Starting at the first line and ending at the last, repeat the material word for word.

[Information supplied]

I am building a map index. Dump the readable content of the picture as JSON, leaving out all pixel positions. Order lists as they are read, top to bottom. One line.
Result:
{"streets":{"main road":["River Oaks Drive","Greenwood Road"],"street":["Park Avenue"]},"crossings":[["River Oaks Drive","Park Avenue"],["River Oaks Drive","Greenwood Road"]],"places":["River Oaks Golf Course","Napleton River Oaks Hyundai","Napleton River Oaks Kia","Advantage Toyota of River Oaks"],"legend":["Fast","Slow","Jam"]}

[/Information supplied]

# Answer for this exercise
I am building a map index. Dump the readable content of the picture as JSON, leaving out all pixel positions. Order lists as they are read, top to bottom. One line.
Result:
{"streets":{"main road":["River Oaks Drive","Greenwood Road"],"street":["Park Avenue"]},"crossings":[["River Oaks Drive","Park Avenue"],["River Oaks Drive","Greenwood Road"]],"places":["River Oaks Golf Course","Napleton River Oaks Hyundai","Napleton River Oaks Kia","Advantage Toyota of River Oaks"],"legend":["Fast","Slow","Jam"]}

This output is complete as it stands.